Это фальшь. А фальшь всегда бесит. Вот еще про цирк. Стойка бара. С одной ее стороны — русскоязычные бармены, с другой — русскоязычные посетители. Происходит заказ. Посетители между собой: «Кофе будешь?»«Буду».«Дзве кавы, калі ласка». Бармены между собой: «Добра».«Кофе свари, пожалуйста». Этот цирк не популяризирует «мову».

После публикации моего поста о белорусском языке некоторые знакомые бизнесмены приняли позу: «Ах так! Тогда мы будем разговаривать с тобой только по-белорусски». Далее следовал белорусский, как им казалось, текст. Тогда я отвечал: «Ребята, на таком белорусском и я могу говорить. Даже лучше. Не позорьтесь, пожалуйста». Сперва сходите на курсы, а потом уже открывайте рот.

Кстати, семь лет назад моя жена не смогла собрать группу из шести человек на такие курсы. А сейчас у молодежи мода на белорусский язык. Это хорошо. Группы по интересам должны существовать. Только меня не заставляйте. Я не хочу. Я просто отстаиваю свое право называть «матчынай мовай» русский язык. Все очень просто: «матчына мова» — это не обязательно белорусский язык, это язык, на котором говорит твоя мать.



Не надо этой подмены понятий. Потому что этого и так много.

Допустим, была у нас перепись населения. И тогда интеллигенция устроила кампанию: мол, пишите в бланках, что ваш язык — белорусский. Люди не разговаривают на белорусском языке каждый день, но написали, будто разговаривают. И теперь ссылаются на те данные. Но ведь это фальсификация, фейк. Это мне не нравится.

— Сколько людей в вашем окружении постоянно пользуются белорусским языком?

— Один — Лявон Вольский. А круг знакомых у меня довольно широкий. При этом я не говорю о профессиональном белорусском языке. Потому как у меня есть друзья, которые честно называют себя профессиональными белорусами.

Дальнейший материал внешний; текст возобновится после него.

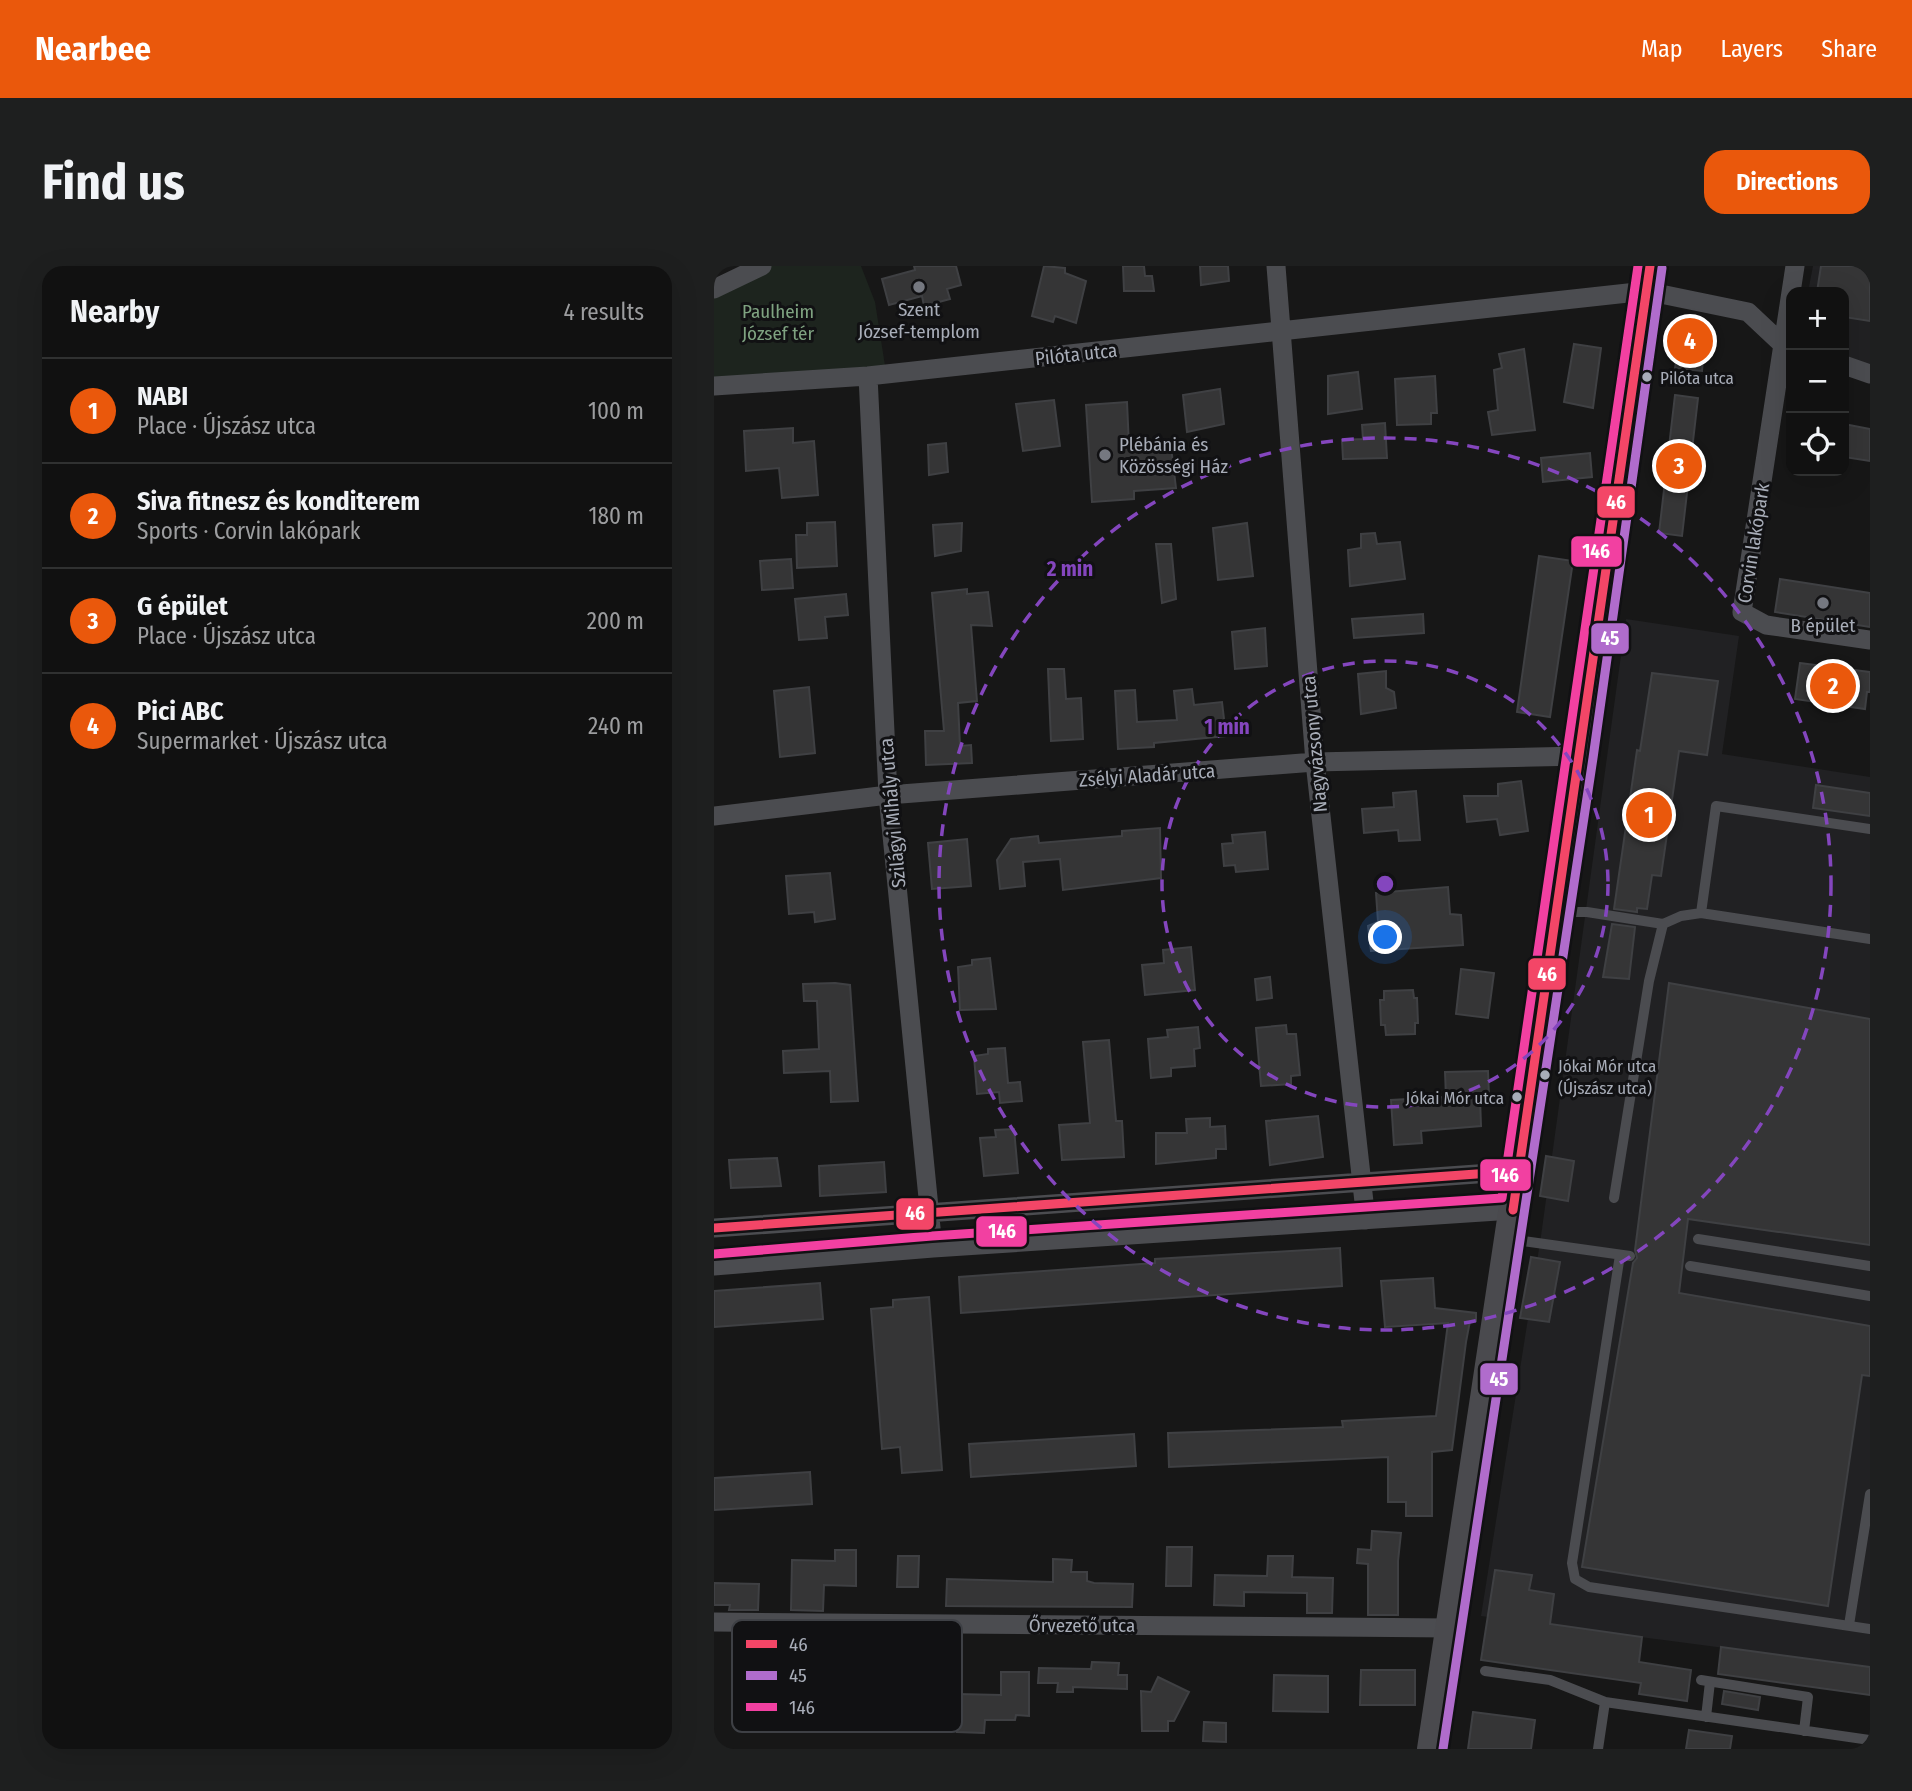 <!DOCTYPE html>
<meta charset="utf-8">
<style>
body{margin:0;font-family:"Fira Sans Condensed",sans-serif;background:#1e1f1f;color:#f1f3f6}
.controls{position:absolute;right:21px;top:21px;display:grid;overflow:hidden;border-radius:14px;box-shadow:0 7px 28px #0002}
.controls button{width:63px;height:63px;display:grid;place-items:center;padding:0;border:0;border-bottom:2px solid #303131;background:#111;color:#f1f3f6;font:35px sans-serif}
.you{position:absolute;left:672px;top:672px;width:24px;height:24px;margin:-18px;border:5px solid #fff;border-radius:50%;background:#1a73e8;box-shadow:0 0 0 10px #1a73e833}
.badge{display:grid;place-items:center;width:46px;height:46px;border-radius:50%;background:#ea580c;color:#fff;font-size:23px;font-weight:700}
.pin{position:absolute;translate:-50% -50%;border:4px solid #fff;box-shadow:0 2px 7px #0006}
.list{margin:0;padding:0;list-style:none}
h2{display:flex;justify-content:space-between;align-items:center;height:91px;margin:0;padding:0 28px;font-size:30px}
h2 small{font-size:23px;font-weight:400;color:#9c9d9f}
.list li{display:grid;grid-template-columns:46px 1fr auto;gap:21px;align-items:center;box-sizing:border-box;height:105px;padding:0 28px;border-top:2px solid #303131}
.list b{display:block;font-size:26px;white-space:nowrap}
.list p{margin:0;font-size:23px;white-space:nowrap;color:#9c9d9f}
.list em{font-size:23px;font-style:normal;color:#9c9d9f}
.icon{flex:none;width:38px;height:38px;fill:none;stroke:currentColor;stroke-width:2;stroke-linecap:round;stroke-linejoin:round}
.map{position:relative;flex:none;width:1156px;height:1483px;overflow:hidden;border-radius:21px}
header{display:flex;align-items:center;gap:42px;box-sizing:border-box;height:98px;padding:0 35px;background:#ea580c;color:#fff}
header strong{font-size:33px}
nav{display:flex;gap:38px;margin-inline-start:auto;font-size:24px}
.intro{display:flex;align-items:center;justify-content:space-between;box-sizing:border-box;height:168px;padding:0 42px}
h1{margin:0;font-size:49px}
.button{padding:18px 32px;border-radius:21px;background:#ea580c;color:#fff;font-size:24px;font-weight:700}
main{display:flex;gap:42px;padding:0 42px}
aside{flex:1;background:#111;border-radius:21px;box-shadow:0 7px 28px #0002}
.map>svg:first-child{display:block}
.built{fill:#212123}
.green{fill:#1d241e}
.building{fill:#353536;stroke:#3f4043;stroke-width:2}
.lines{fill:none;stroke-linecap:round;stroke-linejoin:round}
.lane{stroke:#4b4c50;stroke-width:10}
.street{stroke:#4b4c50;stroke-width:19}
.secondary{stroke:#4a4a4e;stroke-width:28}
.bus-1-casing{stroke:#111113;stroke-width:14}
.bus-2-casing{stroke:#111113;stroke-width:14}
.bus-3-casing{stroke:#111113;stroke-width:14}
.bus-1{stroke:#f34667;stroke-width:9}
.bus-2{stroke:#b06ccc;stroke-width:9}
.bus-3{stroke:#f240a1;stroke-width:9}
.ring{fill:none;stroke:#8446be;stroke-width:3.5;stroke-dasharray:12 9}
.poi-dot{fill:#757880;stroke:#111113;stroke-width:2.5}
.bus-dot{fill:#a8adb8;stroke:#111113;stroke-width:2.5}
.labels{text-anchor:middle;stroke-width:6;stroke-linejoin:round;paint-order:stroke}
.bus-label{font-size:17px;fill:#a8adb8;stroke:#111113;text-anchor:start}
.poi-label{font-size:19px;fill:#a8adb8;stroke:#111113}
.park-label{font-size:19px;fill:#7fa381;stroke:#111113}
.street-label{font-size:19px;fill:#a8adb8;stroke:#111113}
.key{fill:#111113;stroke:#3e4045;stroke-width:2}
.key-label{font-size:19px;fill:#a8adb8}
.centre{fill:#8446be;stroke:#111113;stroke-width:3.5}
.ring-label{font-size:21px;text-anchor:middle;font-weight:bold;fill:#8446be;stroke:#111113;stroke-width:6;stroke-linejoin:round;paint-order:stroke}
.line-badge{stroke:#111113;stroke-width:2.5}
.badge-label{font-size:19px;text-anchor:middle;font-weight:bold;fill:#fff}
</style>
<header>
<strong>Nearbee</strong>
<nav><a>Map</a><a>Layers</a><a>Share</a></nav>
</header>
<div class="intro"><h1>Find us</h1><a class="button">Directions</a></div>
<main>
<aside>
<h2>Nearby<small>4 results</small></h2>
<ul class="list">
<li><span class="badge">1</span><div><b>NABI</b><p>Place · Újszász utca</p></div><em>100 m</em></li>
<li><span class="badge">2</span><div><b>Siva fitnesz és konditerem</b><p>Sports · Corvin lakópark</p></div><em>180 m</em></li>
<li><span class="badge">3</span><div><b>G épület</b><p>Place · Újszász utca</p></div><em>200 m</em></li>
<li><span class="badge">4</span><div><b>Pici ABC</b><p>Supermarket · Újszász utca</p></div><em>240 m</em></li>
</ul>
</aside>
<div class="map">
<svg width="1156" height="1483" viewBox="0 0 1156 1483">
<rect width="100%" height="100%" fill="#171717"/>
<path class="built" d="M1099 0H1156V101L1130 92V26H1094Z
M912 353 1025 370 1008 488 1156 511V1401L767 1350 827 970Z"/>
<path class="green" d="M51 0H147L161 36 172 106 0 117V24Z"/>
<path class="building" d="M200 0H242L247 19 233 23 236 33 210 40 208 30 175 39 168 13 201 4Z
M330 0 351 2V7L372 15 362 57 341 50 339 56 318 50Z
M409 0H430L431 10H438L440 25H410Z
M486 0H514L515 15 487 19Z
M1107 0H1156V55L1130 51V26H1103Z
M967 66 991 70 988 105 961 102Z
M860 78 887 82 879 142 850 136Z
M810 83 821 164 778 169 774 146 784 144 780 104 788 102 785 88Z
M644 106 648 143 614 148V110Z
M721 110 723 147H717V158L683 159 681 113Z
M506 123 510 158 473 166 469 129Z
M961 129 984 132 968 270 945 267Z
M340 134 346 180 309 185 302 138Z
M413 136 415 180 457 181 462 222 420 225V233L378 236 372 139Z
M671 157 673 192 629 193 628 174 649 173 648 159Z
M1130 158 1156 163V195L1130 191Z
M79 162V177L100 175 104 229 68 232 65 202 32 205 30 165Z
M232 177 234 206 215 209 214 179Z
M876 187 878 211 829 216 827 192Z
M121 256 123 300 83 302 82 269H93V257Z
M248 257 247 285 221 290 219 259Z
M533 257 539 310 504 314 499 262Z
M661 267 663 278 686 276 691 313 636 320 634 284 647 282V268Z
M442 278H457L462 333 448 337Z
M825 290 859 295 836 451 803 446Z
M77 293 79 322 48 324 46 295Z
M1066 313 1156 327V361L1061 346Z
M253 323V328L274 326 278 360 257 359 263 435 244 437 246 480 257 479 258 497 212 499 211 465H230L218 327Z
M132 328 134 349 111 351 113 372 85 374 81 333Z
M709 348 710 367 640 372 638 353Z
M551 362 553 400 521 403 518 366Z
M1086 397 1156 406V426H1153L1151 443 1081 433Z
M334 403H350L352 433 367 432 369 473 337 475Z
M672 405V422L680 426 682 442 647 448 644 408Z
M938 407 1004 415 993 489 965 485 947 610 938 609 933 643 923 642V646L900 643 923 484 926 485Z
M95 421 101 487 66 491 60 425Z
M478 423 480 439 508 436 512 470 440 477V481L404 483 401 425 421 424 423 456 463 454 460 425Z
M807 515 814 565 786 569 783 553 753 556 750 530H784V518Z
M1102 519 1156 527V550L1099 542Z
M702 525 706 574 685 575 684 564 650 567 648 543 680 541 679 527Z
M446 562 447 612 349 624 346 593 309 596 311 620 286 623 283 594 297 573 324 570 325 577 408 570V565Z
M551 566 554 603 522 606 521 599 510 600 508 578 519 577 518 569Z
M253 573 257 620 218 623 214 577Z
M116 607 121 653 101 656 100 646 75 648 72 610Z
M734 621 736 648 747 649 749 679 657 685 654 660 664 656 662 627Z
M898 658 921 661 915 713 889 711Z
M477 681 481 724 431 729 428 699 450 697 449 684Z
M276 692 282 743 246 744 244 701 258 699V694Z
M747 703 780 707 774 752 742 748Z
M556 711 558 732 543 734 541 713Z
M121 717 136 719 144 835 117 836 116 805 70 807 69 785 105 783 103 735H90L89 718Z
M955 717 1156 753V979L974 953 965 1027 1156 1060V1110L1148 1109 1114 1340 868 1301 919 997 923 992 921 984Z
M699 724 700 732H703L704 757H701V768L672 769 671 759H667L666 734H670V725Z
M572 759 573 768H582L586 809 577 810V818L547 820 542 762Z
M484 761 486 782 480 783 481 800 457 802V810L437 812 434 773 454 771 453 764Z
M395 774 402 855H408L410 891 348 894 345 859 376 857 369 776Z
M291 782 294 817 306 816 308 835 286 837 285 826 263 828 260 790 274 788V783Z
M774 805 775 830 766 831 767 860 707 865 708 877 680 879 677 834 732 831 731 806Z
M604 850 609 891 556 899 552 855Z
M496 852V861L511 860 512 883H502V892L442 898V867H473L472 853Z
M300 863 304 907 270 910 266 872 282 871 281 864Z
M832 890 860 895 854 935 826 930Z
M63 892 67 920 17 922 15 894Z
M170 896 172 926 106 930 105 900Z
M626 982 628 1020 247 1047 245 1011 441 997V993Z
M817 991 846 996 835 1056 806 1052Z
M719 1012 721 1042 762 1047V1055H756L752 1076 738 1184 718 1186V1250H692V1236H674V1191L455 1201 454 1167 629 1161 628 1155 722 1150 734 1057 671 1061 667 1015Z
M106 1017 109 1053 0 1061V1025Z
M215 1031 228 1204 188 1207 186 1181 168 1183 157 1043 179 1041V1034Z
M420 1168 422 1200 257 1211 255 1178Z
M96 1206 98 1238 0 1244V1212Z
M658 1265 687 1267 684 1295V1349H654V1298L643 1297 644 1283 657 1284Z
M453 1281H478L477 1320H452Z
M121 1284H142V1320L110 1319 109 1345 77 1344 78 1294 121 1295Z
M184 1290H205L204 1321H183Z
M554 1290H579L578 1311 619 1312 618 1347H593V1327L530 1326V1340L500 1339 501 1309 553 1310Z
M339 1293 358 1294 357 1306H373V1315L380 1317 419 1318 418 1341 232 1340 233 1313 339 1316Z
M781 1304 818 1309 815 1324 840 1328 836 1358 928 1371 925 1396 977 1404 973 1435 925 1428 927 1417 767 1394Z
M0 1317 45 1318 44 1344H15L16 1339H0Z
M1007 1381 1156 1401V1429L1004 1408Z
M378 1396 405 1397 404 1409H413V1423L359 1421V1426H343L344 1417H324L325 1402 377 1403Z
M647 1404H701V1439H646Z
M287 1406H315V1450L302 1449 301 1454H271L270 1467 243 1466 244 1428 287 1429Z
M560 1409 614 1410V1446L559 1445Z
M444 1411 475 1426 460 1455H454V1465H428L427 1425 437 1426Z
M1010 1425 1046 1431 1044 1444 1008 1438Z
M759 1446 821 1454 817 1483H754Z
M490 1456 512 1457V1476L489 1475Z
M975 1464 1018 1470 1016 1483H972Z"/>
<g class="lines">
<path class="lane" d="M844 646H873L949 658 967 650 987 647 1156 673
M987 647 1002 540 1156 563
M900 932 935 715 949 658
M795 973 916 990
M984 973 1156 1000
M906 989 858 1297 861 1313 875 1321 1156 1363
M976 1000 1156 1030
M1135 1359 1156 1228
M771 1405 836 1414 891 1436 1156 1474
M987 1414 1094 1431 1090 1465
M992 1451 996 1416
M884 1483 891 1436"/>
<path class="street" d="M562 0 601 496 652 954
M1081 0 1028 346 1052 359 1156 374
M0 23 48 0
M1130 99 1156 108
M154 110 174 529 219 982
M0 120 154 110 932 25 1034 46 1067 77 1077 80
M0 550 174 529 601 496 867 490
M0 962 805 905
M0 1000 219 982 799 944
M0 1356 737 1362"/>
<path class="secondary" d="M717 1483 867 490 936 0"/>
<defs>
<path id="bus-1" d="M799 944 936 0
M0 962 805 905"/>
<path id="bus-2" d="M729 1483 879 492 948 2"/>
<path id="bus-3" d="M0 988 218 970 788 932 924 0"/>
</defs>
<use href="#bus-1" class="bus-1-casing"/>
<use href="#bus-2" class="bus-2-casing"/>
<use href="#bus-3" class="bus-3-casing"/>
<use href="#bus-1" class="bus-1"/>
<use href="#bus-2" class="bus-2"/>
<use href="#bus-3" class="bus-3"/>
</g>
<g class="ring">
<circle cx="671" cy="618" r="223"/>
<circle cx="671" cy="618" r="446"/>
</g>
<g class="poi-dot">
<circle cx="205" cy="21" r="7"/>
<circle cx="391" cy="189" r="7"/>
<circle cx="1109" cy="337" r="7"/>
</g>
<g class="bus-dot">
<circle cx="933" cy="111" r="6"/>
<circle cx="831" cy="809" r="6"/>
<circle cx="803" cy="831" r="6"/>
</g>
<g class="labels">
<g class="bus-label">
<text x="946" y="118">Pilóta utca</text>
<text x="844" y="806">Jókai Mór utca<tspan x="844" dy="22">(Újszász utca)</tspan></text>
<text x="790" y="838" text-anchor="end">Jókai Mór utca</text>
</g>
<g class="poi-label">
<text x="205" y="50">Szent<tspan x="205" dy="22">József-templom</tspan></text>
<text x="405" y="185" text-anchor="start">Plébánia és<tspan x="405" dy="22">Közösségi Ház</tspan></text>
<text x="1109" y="366">B épület</text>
</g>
<g class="park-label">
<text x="64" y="52">Paulheim<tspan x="64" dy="22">József tér</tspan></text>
</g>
<g class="street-label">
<text transform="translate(362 88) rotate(-6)" y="7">Pilóta utca</text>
<text transform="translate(1039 277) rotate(-81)" y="7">Corvin lakópark</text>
<text transform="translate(600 478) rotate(-95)" y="7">Nagyvázsony utca</text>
<text transform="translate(433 509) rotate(-4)" y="7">Zsélyi Aladár utca</text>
<text transform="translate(178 547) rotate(-95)" y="7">Szilágyi Mihály utca</text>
<text x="368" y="1366">Őrvezető utca</text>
</g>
</g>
<rect x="18" y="1354" width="230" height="112" rx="10" class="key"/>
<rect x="32" y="1374" width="31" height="8" fill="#f34667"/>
<rect x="32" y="1405" width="31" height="9" fill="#b06ccc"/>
<rect x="32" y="1437" width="31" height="8" fill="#f240a1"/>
<g class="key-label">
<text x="75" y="1385">46</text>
<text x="75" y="1416">45</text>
<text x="75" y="1448">146</text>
</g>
<circle cx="671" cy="618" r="10" class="centre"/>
<g class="ring-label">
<text x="356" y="310">2 min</text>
<text x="513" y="468">1 min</text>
</g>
<g class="line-badge">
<rect x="882" y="219" width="40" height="34" rx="7" fill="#f34667"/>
<rect x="856" y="269" width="53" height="33" rx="7" fill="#f240a1"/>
<rect x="876" y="356" width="40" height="33" rx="7" fill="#b06ccc"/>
<rect x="813" y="691" width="40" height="34" rx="7" fill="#f34667"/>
<rect x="765" y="892" width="53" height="34" rx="7" fill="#f240a1"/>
<rect x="181" y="931" width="40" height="34" rx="7" fill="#f34667"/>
<rect x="261" y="949" width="53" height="33" rx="7" fill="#f240a1"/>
<rect x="765" y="1096" width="40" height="34" rx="7" fill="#b06ccc"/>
</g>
<g class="badge-label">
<text x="902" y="243">46</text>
<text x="882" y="292">146</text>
<text x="896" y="379">45</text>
<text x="833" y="715">46</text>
<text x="791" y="916">146</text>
<text x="201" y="954">46</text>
<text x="288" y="972">146</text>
<text x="785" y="1120">45</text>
</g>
</svg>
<div class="controls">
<button>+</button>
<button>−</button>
<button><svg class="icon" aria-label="locate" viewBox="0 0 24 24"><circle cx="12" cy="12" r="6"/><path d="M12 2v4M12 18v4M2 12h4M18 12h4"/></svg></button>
</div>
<div class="you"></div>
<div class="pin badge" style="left:935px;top:549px">1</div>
<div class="pin badge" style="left:1119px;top:420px">2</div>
<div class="pin badge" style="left:965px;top:200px">3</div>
<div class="pin badge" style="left:976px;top:75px">4</div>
</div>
</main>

Еще про Лявона. Всегда говорю ему: «Мне нравится, как ты разговариваешь, но я нифига не понимаю». Когда возникли бурления по поводу моей позиции по языку, единственным человеком, который начал переходить в общении со мной на русский язык, оказался именно Вольский. Лявон — интеллигентный человек. А для других неприятие моей позиции — это поза. Ну поза так поза.

— Самая радикальная реакция на то ваше выступление?

— Были звонки, были сообщения, было хамство, были угрозы. Я сделал скриншоты, храню. Могу все выложить. Я вообще люблю «скриншотить», у меня большая коллекция. Все же часто вызываю милицию по поводу неправильной парковки, курения в общественный местах, драк. Это моя гражданская позиция. Поэтому я все фиксирую.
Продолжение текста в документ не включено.